As enterprises manage and process large volumes of data in real time, they increasingly turn to in-memory databases to handle those tasks. That is why Amazon Web Services (AWS) has introduced new EC2 high memory instances with up to 12TB of memory designed to run large in-memory databases in the cloud such as SAP HANA.
AWS' EC2 high memory instances are now widely available, additionally offering lower tiers including 6TB and 9TB of memory for good measure. Next year, Amazon also plans to offer EC2 instances to 18TB and 24TB. With these high memory virtual machines, customers will be able to run in-memory databases in the same Amazon Virtual Private Cloud (VPC) that also hosts their other business applications.

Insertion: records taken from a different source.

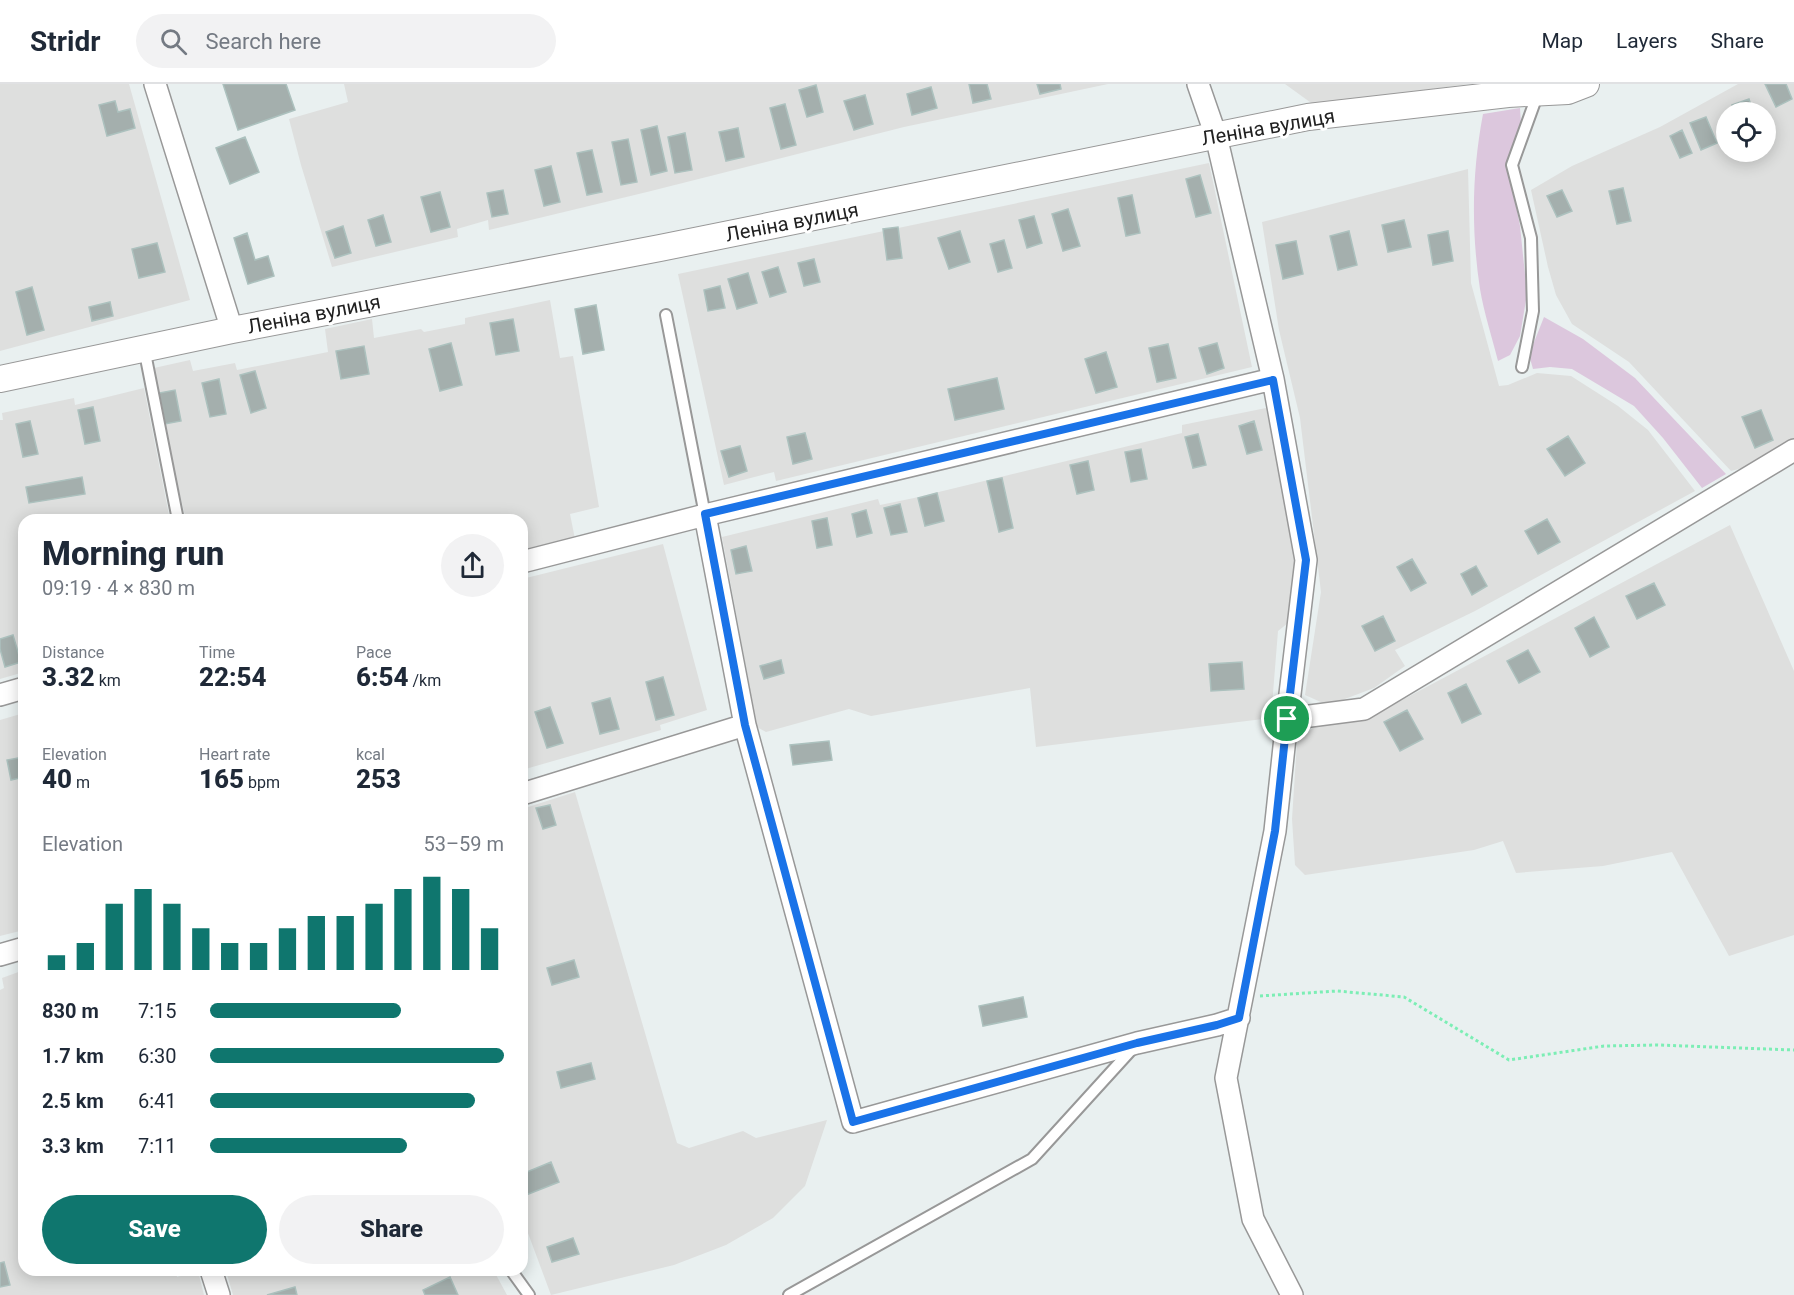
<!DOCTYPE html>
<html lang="en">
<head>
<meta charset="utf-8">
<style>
  body { margin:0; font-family:Roboto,sans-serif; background:#f2f2f3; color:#1f2937; height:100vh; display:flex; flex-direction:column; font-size:22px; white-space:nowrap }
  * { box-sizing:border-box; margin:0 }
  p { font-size:20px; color:#747a83 }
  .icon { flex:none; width:33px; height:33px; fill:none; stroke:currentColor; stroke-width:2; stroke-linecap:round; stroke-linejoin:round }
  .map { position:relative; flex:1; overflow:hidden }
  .panel { position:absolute; left:18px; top:430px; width:510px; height:762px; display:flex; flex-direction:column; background:#fff; border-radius:18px; box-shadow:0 3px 15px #0003 }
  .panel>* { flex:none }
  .controls { position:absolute; left:1716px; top:18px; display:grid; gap:12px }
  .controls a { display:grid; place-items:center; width:60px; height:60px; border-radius:50%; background:#fff; box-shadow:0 3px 15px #0003; font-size:30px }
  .pin { position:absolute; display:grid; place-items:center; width:51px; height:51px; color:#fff; margin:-26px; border:3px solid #fff; border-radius:50%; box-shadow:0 2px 6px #0007 }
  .round { display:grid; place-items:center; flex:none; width:63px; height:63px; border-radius:32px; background:#f2f2f3 }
  .overview { display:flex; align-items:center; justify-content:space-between; height:102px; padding:0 24px }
  h1 { font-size:33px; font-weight:800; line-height:45px }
  .figures { display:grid; grid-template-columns:repeat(3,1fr); gap:9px; height:102px; padding:6px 24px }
  .figures div { display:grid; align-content:center }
  .figures b { font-size:26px; font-weight:800 }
  .figures small { font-size:16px; font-weight:400 }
  .figures p { font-size:16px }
  .chart { height:168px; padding:12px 24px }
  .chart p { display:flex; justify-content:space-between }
  .chart svg { width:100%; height:108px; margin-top:6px; stroke:#0f766e; stroke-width:6 }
  .cta { display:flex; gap:12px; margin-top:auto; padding:12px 24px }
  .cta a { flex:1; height:69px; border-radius:36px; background:#0f766e; color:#fff; font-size:24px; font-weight:800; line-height:69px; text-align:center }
  .cta a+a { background:#f2f2f3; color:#1f2937 }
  ul { padding:0 24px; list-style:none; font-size:20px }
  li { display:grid; grid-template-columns:96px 72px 1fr; align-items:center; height:45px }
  li i { height:15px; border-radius:8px; background:#0f766e }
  header { display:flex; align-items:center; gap:36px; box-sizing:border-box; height:84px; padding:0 30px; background:#fff; border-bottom:2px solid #e0e1e3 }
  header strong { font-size:28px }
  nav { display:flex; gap:33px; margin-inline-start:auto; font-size:21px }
  .search { width:420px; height:54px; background:#f2f2f3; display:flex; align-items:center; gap:15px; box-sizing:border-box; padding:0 21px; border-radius:33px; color:#747a83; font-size:22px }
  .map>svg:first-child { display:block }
</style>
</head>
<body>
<header>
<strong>Stridr</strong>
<div class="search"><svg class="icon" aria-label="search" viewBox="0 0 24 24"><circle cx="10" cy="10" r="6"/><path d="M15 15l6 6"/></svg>Search here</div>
<nav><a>Map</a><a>Layers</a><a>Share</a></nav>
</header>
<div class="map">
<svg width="1794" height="1211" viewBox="0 0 1794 1211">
  <rect width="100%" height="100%" fill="#e9f0f0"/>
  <path fill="#dedfde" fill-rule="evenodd" d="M0,0H129L190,216L0,267Z
    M344,0H1108L904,43L647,108L489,146L488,136L457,145L458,153L332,183L301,81L289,35L348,18Z
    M1285,0H1469L1314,21Z
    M1738,0H1794V359L1746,383L1731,387L1629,278L1572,240L1556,211L1548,183L1531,106L1572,82L1660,43ZM1726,28H1766V68H1726Z
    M1209,79L1252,283L776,397L774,388L724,401L678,190Z
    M1468,85L1471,199L1499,302L1508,301L1537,289L1571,292L1618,322L1648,346L1695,407L1475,527L1395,566L1405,582L1374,604L1337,618L1323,619L1305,611L1321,508L1300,334L1279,246L1262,138Z
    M550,216L560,274L573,272L599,423L570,430L575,455L522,470V436H186L166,353L154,284L190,276L193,287L235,279L237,286L328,268L325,245L372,235L374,254L421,245L424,248L465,240V234Z
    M144,304L170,436H24V588L0,595V336H3L2,329L74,314L75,321Z
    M1266,324L1294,460L1296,492L1288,539L1278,547L1271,634L1036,663L1030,604L871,632L849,625L766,648L757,643L722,453L878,415L880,421L914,414L1182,349V341Z
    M1730,441L1794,587V851L1729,872L1672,768L1603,782L1516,789L1503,757L1474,766L1305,791L1295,781L1292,735L1297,658L1314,643L1374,631Z
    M663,460L707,626L660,641L661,646L522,686V495Z
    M24,629V846L0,852V636Z
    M575,708L677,1059L689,1064L743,1047L756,1054L827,1036L805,1102L773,1134L726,1161L674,1181L551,1211L522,1133V725Z
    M24,886V1186H176L177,1193L198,1187L204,1211H0V906L4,904L2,894Z
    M226,1187H494L507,1211H233Z"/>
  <path fill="#dcc7dd" d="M1520,24L1521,41L1507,76L1520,142L1527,210L1520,252L1510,271L1498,277C1492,253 1484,229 1480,205C1471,146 1472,88 1483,30Z
    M1544,233L1583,255L1635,294L1726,390L1702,404L1663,354L1634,322L1572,285L1550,283L1533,285L1529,271Z"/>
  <path fill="#a4afad" stroke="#acc1be" stroke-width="1.5" d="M223,0H286L295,26L238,46Z
    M969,0H987L991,15L973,19Z
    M1037,0H1060L1061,5L1040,10Z
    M1765,0H1786L1792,15L1776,23Z
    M816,1L823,28L807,33L799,6Z
    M931,3L937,24L912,31L907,10Z
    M865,11L873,40L854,46L844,17Z
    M1749,15L1753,28H1735L1732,21Z
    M115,17L118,28L130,25L135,44L107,52L99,21Z
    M785,20L796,61L781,65L770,24Z
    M1706,33L1717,59L1701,66L1690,39Z
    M657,42L667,87L651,91L641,46Z
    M738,44L744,73L726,77L719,48Z
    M1682,46L1692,69L1680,74L1670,52Z
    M685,49L692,86L675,89L668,53Z
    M245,53L259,88L230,100L216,64Z
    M628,55L637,98L621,101L612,58Z
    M592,66L602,108L587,111L577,69Z
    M551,82L560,118L544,122L535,86Z
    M1200,91L1211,129L1196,133L1186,95Z
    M1623,104L1631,137L1617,140L1609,107Z
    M503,106L508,130L492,133L487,109Z
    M1562,106L1572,127L1557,133L1547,112Z
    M440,108L450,143L431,148L421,113Z
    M1132,111L1140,149L1126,152L1118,114Z
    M1068,125L1080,162L1063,167L1052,130Z
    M383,131L391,158L376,162L368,136Z
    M1034,132L1042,159L1027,164L1019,136Z
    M1404,136L1411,163L1388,168L1382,141Z
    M343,142L351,169L335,174L326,148Z
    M898,143L902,174L887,176L883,145Z
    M960,147L970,178L949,185L938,154Z
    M1349,147L1357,181L1338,186L1330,152Z
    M1448,147L1453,177L1433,181L1428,151Z
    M247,149L255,176L268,172L274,192L248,200L234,154Z
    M1004,156L1012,184L998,188L990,160Z
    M1296,157L1303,190L1283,195L1276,161Z
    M157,159L165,188L139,194L132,165Z
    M814,175L820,198L804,202L798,179Z
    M778,183L786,208L770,213L762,188Z
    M748,189L757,219L737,225L728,195Z
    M720,202L725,224L708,227L704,206Z
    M32,203L44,246L27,251L16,208Z
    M110,218L113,232L92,237L89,223Z
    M596,221L604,266L583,270L575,225Z
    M513,235L519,267L496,271L490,239Z
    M451,259L462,301L440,307L429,265Z
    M1217,259L1224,284L1207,290L1199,264Z
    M1168,260L1176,294L1157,298L1149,264Z
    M364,262L369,290L341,295L336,267Z
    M1106,268L1117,303L1096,309L1085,275Z
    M255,287L266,324L251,329L240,291Z
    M997,294L1004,325L955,336L948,305Z
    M219,295L226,330L210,333L202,299Z
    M175,306L181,337L165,340L159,309Z
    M93,323L100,357L85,360L78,326Z
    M1761,326L1773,356L1755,364L1742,333Z
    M30,337L38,370L23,373L16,340Z
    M1254,337L1262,366L1247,370L1239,342Z
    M805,349L812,375L793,380L787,353Z
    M1198,350L1206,381L1193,384L1185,353Z
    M1568,352L1585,379L1565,392L1547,365Z
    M740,362L747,387L729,393L721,367Z
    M1141,365L1147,395L1131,398L1125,368Z
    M1088,377L1094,406L1077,410L1070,381Z
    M82,393L85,410L29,419L26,403Z
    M1002,394L1013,444L999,448L987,397Z
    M937,409L944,437L925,442L918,414Z
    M900,420L907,448L891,451L884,424Z
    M866,426L872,449L857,453L852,430Z
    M827,434L832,461L817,464L812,437Z
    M1547,435L1560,458L1538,470L1525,447Z
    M746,462L752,487L736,490L731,466Z
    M1412,475L1426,499L1411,507L1397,483Z
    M1476,482L1487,502L1472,511L1461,490Z
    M1654,499L1665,521L1637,535L1626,512Z
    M1383,532L1395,557L1375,567L1362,542Z
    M1594,533L1609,563L1590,573L1575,544Z
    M13,551L21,578L5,583L0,565V555Z
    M1528,566L1540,588L1519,599L1507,577Z
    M781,576L784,589L764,595L760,582Z
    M1242,578L1244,605L1211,607L1209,580Z
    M663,593L674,631L656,636L646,598Z
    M1466,600L1481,630L1462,639L1448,609Z
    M610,614L619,645L600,650L592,619Z
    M550,623L563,659L547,664L535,628Z
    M1407,626L1423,655L1400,667L1384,638Z
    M829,657L832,676L793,681L790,661Z
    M24,673V693L11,696L7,676Z
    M550,721L556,741L543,745L536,724Z
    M574,876L579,893L552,901L547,884Z
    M1023,913L1027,933L983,942L979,922Z
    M591,979L595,995L561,1004L557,988Z
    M551,1078L559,1098L526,1111L522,1102V1090Z
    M573,1154L579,1170L552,1178L547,1163Z
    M4,1178L10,1201L0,1203V1179Z
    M450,1193L458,1211H425L423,1206Z
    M295,1203L297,1211H267Z"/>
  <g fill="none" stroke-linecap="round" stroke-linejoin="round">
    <g stroke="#989898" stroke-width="14">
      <path id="service" d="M666,231L705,431
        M144,264L178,436
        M1522,283L1533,227L1531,154L1512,81L1538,9
        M511,1186L529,1211
        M789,1211L1032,1075L1133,964"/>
    </g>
    <g stroke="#989898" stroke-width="24">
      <path id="minor" d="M155,0L232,246
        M1198,0L1216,52L1273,295L1306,476L1287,635L1275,747L1226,994L1253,1135L1292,1211
        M705,431L745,641L853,1038L1137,959L1217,941L1239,934
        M522,478L705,431L1273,295
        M0,611L24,604
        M1287,635L1364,625L1794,366
        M522,710L745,641
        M0,871L24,864
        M211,1186L219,1211"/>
    </g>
    <g stroke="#989898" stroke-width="28">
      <path id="tertiary" d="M0,295L232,246L660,164L1308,33L1508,10L1568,7L1586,0"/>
    </g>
    <path stroke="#7ceeb5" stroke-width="3" stroke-dasharray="3 3" stroke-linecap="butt" d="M1260,912L1337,907L1404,913L1509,976L1604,962L1658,961L1794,966"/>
    <use href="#service" stroke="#fff" stroke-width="10"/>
    <use href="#minor" stroke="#fff" stroke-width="21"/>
    <use href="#tertiary" stroke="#fff" stroke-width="26"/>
  </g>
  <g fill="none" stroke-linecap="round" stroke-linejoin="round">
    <g stroke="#fff" stroke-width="12">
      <path id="route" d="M1273,296L1306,476L1287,635L1275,747L1239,934L1217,941L1137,959L853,1038L745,641L705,430Z"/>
    </g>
    <use href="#route" stroke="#1a73e8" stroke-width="8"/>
  </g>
  <g text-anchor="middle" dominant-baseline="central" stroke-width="6" stroke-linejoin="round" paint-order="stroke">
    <g font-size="20" fill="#212121" stroke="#fff">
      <text transform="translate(1268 43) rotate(-10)">Леніна вулиця</text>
      <text transform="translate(792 138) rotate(-11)">Леніна вулиця</text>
      <text transform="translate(314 230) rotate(-11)">Леніна вулиця</text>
    </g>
  </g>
</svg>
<div class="controls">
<a><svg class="icon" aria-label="locate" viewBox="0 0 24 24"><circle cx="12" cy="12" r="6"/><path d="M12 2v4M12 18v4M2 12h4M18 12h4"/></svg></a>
</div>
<div class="pin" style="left:1287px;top:635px;background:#1e9e55"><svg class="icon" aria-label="arrive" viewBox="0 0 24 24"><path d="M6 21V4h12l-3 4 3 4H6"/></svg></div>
<section class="panel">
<div class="overview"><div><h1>Morning run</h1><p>09:19 · 4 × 830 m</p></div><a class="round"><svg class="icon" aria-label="share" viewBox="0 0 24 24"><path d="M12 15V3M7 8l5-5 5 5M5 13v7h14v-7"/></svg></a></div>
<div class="figures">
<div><p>Distance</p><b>3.32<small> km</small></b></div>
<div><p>Time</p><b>22:54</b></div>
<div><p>Pace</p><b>6:54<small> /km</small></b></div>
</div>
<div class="figures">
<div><p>Elevation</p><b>40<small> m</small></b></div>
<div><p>Heart rate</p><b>165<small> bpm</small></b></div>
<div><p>kcal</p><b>253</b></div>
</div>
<div class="chart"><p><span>Elevation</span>53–59 m</p>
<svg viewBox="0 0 160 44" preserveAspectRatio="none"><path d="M5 44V38M15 44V33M25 44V17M35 44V11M45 44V17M55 44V27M65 44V33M75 44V33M85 44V27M95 44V22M105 44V22M115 44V17M125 44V11M135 44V6M145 44V11M155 44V27"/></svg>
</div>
<ul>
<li><b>830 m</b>7:15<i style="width:65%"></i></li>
<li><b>1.7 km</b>6:30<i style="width:100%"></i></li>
<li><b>2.5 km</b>6:41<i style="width:90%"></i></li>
<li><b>3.3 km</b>7:11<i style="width:67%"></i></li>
</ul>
<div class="cta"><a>Save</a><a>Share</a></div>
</section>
</div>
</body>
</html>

Matt Garman, Vice President of Compute Services at AWS, said:
With 12 TB instances available in AWS, and 24 TB instances coming next year, Amazon EC2 High Memory instances give our customers the ability to scale their in-memory database with predictable performance in the same VPC as their other AWS services. Customers can grow their in-memory database and easily connect it to their storage, networking, analytics, IoT, and machine learning services – helping them make faster and better business decisions.
In order to meet its growing business demand, Fast Retailing (also known as UNIQLO) plans to switch to the new EC2 high memory 6TB instance after years of running HANA on Amazon EC2 X1e VMs with 4TB memory, according to the company's chief information officer, Makoto Hoketsu.
By default, the high memory VMs are elastic block storage (EBS)-optimized and provide 14Gbps of storage bandwidth to encrypted and unencrypted EBS volumes. Amazon claimed that the EC2 instances are capable of delivering 25Gbps of aggregate network bandwidth with high networking throughput and low-latency. The company also noted that these are the first Amazon EC2 VMs to be powered by an eight-socket platform with Intel's Xeon Platinum 8176M (Skylake) processors.
Other cloud computing providers have also recently bolstered their own offerings. In June, Microsoft announced improvements to its Azure cloud offerings including the M-series virtual machines with up to 12TB of memory and 192GB of memory on the cheaper side of the spectrum.